PROBLEM TO WORK ON = Only these lines of the data below are wanted: the one with "inset:0; background:#241b47; transform-origin:0", the one with "height:4px; margin-top:-2px; transform-origin:0;", and any lines between them, each repeated exactly.

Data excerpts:
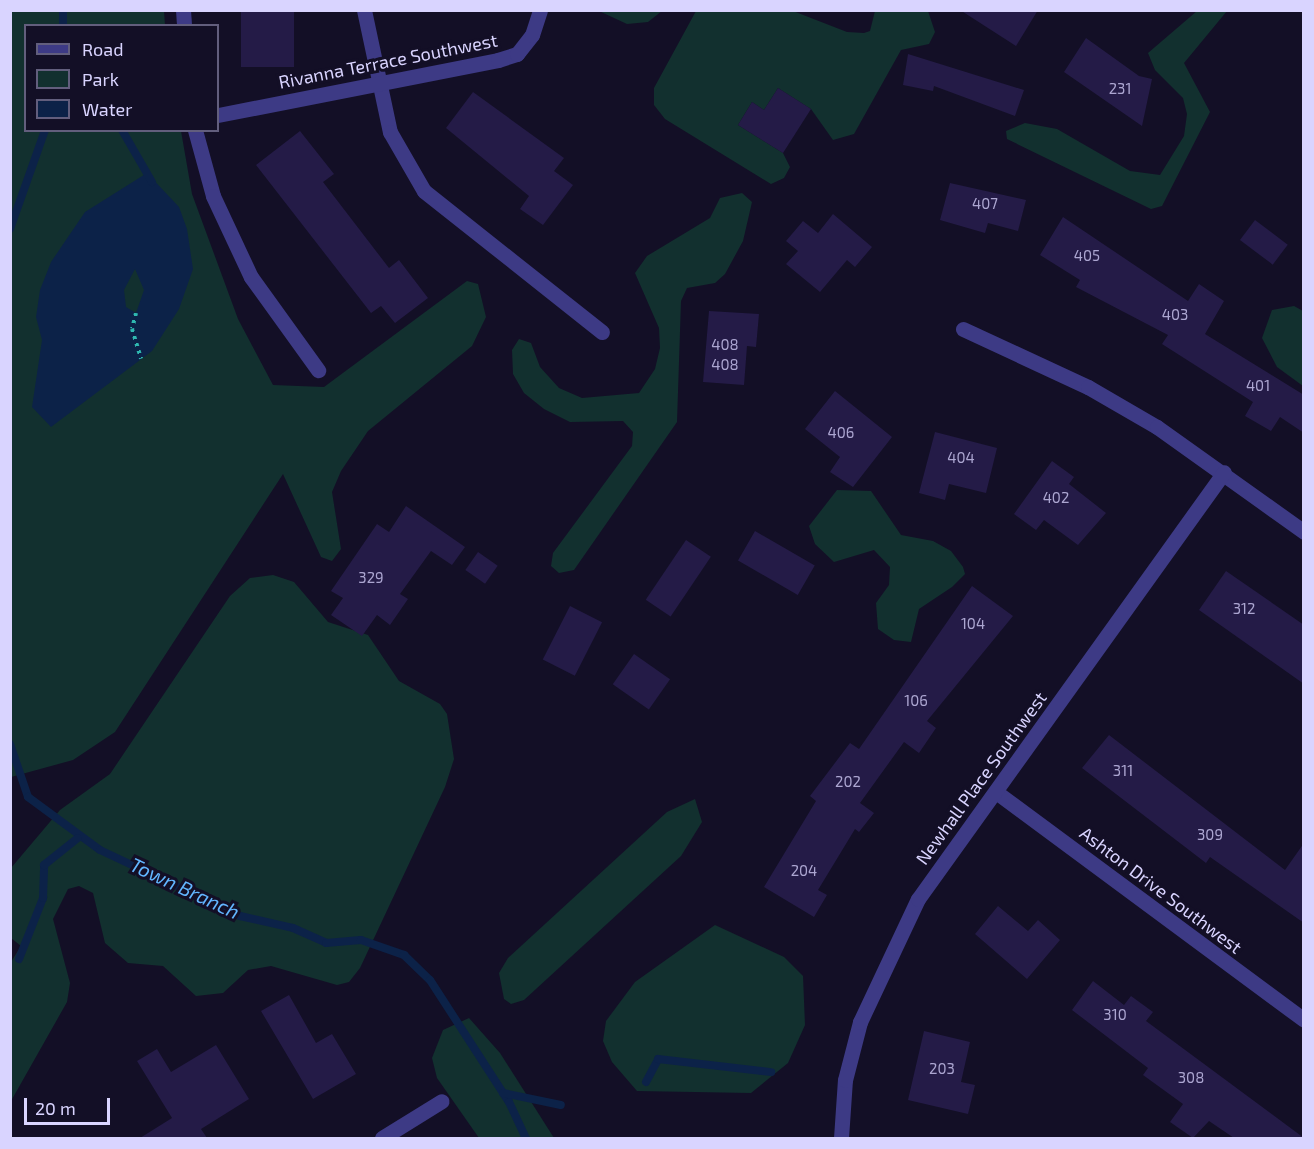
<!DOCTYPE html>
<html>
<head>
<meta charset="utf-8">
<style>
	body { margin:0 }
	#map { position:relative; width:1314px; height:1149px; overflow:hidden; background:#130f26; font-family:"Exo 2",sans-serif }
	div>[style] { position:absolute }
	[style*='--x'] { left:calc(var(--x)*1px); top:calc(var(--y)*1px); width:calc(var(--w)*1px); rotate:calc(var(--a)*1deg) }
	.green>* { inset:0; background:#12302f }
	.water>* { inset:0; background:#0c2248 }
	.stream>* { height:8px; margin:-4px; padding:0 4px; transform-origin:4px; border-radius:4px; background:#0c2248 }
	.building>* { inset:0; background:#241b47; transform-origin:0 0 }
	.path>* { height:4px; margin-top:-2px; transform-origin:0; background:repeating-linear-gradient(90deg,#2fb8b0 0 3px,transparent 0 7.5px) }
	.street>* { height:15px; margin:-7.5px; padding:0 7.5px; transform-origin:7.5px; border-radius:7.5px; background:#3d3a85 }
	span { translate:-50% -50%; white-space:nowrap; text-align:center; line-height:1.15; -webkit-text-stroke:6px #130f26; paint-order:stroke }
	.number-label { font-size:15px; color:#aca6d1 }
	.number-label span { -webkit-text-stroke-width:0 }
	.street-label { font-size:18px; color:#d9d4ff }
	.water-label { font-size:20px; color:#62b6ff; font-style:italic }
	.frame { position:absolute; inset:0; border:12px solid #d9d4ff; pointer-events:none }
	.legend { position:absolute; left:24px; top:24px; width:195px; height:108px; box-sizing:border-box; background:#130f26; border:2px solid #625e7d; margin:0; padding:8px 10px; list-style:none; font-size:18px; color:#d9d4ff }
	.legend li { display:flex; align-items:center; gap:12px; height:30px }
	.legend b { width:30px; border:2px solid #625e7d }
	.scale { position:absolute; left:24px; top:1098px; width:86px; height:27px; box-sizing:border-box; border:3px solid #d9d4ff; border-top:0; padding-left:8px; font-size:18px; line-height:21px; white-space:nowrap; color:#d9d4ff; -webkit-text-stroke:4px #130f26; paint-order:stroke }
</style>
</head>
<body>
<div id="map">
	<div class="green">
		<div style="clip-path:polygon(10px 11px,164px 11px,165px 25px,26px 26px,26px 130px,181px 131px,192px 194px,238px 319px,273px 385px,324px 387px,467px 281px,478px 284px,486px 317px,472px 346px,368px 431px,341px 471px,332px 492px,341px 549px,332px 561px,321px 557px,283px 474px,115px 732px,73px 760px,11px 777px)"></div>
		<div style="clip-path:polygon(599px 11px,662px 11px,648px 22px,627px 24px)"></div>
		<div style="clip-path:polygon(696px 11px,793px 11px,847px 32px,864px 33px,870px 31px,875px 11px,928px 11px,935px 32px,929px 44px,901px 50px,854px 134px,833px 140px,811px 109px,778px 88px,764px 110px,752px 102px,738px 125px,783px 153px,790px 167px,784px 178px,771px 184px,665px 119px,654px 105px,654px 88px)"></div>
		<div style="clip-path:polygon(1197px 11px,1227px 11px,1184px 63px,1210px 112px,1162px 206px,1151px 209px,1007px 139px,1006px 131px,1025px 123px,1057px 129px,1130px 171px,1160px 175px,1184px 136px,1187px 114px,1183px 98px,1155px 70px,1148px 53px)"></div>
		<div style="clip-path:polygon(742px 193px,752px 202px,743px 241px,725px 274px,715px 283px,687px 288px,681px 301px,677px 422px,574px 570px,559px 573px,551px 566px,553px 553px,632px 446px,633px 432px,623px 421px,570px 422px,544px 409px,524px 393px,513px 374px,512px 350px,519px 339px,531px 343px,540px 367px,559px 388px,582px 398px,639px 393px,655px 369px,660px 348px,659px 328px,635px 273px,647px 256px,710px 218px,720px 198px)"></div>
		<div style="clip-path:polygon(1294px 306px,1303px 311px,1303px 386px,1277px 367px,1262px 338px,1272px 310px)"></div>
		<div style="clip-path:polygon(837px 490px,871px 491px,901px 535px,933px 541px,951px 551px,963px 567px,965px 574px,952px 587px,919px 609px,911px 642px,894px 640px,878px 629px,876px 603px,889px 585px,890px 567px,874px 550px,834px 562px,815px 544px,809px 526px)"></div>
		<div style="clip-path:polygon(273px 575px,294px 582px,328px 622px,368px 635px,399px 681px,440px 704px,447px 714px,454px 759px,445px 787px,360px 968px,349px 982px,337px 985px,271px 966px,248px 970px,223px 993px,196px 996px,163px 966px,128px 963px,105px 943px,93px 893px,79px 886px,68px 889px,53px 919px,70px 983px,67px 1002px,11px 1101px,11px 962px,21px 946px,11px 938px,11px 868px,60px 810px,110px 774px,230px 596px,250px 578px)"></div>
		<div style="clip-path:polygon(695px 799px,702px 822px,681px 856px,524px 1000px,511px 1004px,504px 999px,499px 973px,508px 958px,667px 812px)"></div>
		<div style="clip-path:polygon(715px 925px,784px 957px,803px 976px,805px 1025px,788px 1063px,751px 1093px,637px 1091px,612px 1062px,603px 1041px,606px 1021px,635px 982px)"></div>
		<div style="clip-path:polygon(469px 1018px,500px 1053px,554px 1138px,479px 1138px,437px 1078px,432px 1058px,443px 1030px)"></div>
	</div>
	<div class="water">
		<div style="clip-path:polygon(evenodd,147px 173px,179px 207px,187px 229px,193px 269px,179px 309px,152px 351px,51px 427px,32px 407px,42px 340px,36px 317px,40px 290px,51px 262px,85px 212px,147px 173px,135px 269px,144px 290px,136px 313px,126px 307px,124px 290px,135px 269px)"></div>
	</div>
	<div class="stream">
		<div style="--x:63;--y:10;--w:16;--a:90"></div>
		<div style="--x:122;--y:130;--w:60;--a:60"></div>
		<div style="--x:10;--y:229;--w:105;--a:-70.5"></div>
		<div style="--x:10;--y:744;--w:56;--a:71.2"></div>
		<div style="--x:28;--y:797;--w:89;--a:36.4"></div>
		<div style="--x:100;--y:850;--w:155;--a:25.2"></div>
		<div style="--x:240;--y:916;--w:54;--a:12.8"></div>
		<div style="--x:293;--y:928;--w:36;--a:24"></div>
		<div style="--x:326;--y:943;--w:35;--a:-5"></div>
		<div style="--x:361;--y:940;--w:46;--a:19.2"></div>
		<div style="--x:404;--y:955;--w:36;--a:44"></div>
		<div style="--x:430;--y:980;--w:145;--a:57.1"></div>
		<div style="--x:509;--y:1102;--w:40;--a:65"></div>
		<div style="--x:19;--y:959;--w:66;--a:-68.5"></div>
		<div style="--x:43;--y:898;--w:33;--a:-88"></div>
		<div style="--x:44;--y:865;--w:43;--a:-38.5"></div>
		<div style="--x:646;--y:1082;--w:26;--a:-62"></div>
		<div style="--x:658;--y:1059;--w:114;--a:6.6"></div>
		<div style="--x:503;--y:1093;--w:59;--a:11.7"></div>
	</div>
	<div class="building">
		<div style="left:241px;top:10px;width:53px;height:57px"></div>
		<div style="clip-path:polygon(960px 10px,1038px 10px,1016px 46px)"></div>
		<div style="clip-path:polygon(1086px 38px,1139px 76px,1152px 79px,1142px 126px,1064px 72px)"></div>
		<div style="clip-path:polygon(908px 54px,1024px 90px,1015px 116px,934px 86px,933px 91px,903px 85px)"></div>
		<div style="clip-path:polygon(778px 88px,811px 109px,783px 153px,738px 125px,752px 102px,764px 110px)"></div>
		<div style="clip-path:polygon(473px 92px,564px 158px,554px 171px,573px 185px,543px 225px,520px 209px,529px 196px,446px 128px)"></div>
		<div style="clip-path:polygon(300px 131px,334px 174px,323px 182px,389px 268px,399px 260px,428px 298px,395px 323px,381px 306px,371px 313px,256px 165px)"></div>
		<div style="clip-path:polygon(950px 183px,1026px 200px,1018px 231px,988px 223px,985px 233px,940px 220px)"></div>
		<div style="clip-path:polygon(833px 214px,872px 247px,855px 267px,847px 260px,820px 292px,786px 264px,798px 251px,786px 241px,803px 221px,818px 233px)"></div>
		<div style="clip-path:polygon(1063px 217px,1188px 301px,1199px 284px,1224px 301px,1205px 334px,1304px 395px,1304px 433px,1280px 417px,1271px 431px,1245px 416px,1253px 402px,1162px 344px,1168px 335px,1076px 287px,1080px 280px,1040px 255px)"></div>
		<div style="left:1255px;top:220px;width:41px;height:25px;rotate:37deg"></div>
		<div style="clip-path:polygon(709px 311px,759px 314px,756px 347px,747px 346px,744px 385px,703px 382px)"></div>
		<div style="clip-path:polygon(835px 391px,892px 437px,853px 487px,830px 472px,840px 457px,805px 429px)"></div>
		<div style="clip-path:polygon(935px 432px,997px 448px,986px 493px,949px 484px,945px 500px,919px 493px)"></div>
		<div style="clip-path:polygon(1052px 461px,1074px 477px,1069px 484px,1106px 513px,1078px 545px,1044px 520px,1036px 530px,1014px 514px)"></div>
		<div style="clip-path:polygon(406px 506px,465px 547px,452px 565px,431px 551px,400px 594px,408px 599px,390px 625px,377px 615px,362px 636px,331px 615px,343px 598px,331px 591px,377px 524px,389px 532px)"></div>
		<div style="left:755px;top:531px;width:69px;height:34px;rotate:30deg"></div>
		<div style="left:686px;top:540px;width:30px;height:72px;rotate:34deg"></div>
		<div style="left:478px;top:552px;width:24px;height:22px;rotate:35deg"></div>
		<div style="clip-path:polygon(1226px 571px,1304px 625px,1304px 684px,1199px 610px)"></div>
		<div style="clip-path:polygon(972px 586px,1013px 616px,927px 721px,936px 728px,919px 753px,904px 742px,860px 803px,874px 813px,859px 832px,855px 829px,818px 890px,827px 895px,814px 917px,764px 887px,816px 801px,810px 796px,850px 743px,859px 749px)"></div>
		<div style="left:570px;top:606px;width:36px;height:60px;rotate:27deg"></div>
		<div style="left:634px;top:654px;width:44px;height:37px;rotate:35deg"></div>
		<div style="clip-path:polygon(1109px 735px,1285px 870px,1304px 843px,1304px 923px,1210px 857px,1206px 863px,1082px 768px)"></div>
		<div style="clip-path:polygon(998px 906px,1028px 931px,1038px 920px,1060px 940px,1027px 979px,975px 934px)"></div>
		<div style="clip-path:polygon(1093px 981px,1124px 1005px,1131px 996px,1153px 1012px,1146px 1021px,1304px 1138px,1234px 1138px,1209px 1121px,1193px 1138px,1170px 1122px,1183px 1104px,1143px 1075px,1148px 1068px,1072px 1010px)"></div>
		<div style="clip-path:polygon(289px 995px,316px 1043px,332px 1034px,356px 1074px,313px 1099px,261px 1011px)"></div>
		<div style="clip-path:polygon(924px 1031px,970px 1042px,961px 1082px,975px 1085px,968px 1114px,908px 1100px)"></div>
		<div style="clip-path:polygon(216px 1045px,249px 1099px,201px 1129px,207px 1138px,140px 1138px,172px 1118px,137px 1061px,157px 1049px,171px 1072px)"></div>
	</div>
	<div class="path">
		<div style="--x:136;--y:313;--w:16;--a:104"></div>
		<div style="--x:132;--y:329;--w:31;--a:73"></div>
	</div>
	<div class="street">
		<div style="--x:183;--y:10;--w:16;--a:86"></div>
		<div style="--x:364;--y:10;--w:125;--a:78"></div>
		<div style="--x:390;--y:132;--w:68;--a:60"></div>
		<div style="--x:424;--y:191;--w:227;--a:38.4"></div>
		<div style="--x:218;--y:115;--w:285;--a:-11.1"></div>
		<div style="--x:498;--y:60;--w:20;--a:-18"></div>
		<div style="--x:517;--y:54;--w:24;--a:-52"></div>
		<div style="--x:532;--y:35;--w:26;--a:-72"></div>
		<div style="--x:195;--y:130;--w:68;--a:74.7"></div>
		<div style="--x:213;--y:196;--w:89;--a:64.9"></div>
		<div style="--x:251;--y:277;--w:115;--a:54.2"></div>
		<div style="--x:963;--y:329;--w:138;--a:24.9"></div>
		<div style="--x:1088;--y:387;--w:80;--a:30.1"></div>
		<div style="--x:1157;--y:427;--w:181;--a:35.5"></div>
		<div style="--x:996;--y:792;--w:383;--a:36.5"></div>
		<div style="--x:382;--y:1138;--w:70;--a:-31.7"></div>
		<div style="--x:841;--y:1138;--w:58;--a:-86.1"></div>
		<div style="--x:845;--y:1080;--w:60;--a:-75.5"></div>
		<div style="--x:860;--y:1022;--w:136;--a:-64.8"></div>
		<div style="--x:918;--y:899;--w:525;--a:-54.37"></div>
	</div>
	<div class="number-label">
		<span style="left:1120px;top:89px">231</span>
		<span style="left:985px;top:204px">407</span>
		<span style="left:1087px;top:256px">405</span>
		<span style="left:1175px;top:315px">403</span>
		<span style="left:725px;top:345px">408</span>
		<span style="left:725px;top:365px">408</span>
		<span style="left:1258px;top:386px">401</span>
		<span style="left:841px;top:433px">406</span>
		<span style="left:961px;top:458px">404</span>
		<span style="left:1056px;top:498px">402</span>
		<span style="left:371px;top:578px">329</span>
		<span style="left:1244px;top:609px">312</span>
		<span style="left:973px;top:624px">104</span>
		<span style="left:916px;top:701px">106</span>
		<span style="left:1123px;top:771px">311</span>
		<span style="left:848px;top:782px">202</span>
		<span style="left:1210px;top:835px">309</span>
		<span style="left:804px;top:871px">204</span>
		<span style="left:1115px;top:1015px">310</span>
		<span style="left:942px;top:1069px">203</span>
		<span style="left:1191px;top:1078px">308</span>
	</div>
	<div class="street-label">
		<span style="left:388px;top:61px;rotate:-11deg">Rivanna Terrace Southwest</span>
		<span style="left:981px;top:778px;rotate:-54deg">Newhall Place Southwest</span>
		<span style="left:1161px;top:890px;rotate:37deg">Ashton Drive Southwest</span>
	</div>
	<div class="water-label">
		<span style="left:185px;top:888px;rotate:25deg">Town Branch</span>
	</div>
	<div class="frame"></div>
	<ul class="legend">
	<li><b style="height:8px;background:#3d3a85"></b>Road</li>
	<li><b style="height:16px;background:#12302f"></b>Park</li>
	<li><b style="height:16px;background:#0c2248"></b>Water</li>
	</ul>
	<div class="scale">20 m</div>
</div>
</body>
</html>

WRITTEN ANSWER =
	.building>* { inset:0; background:#241b47; transform-origin:0 0 }
	.path>* { height:4px; margin-top:-2px; transform-origin:0; background:repeating-linear-gradient(90deg,#2fb8b0 0 3px,transparent 0 7.5px) }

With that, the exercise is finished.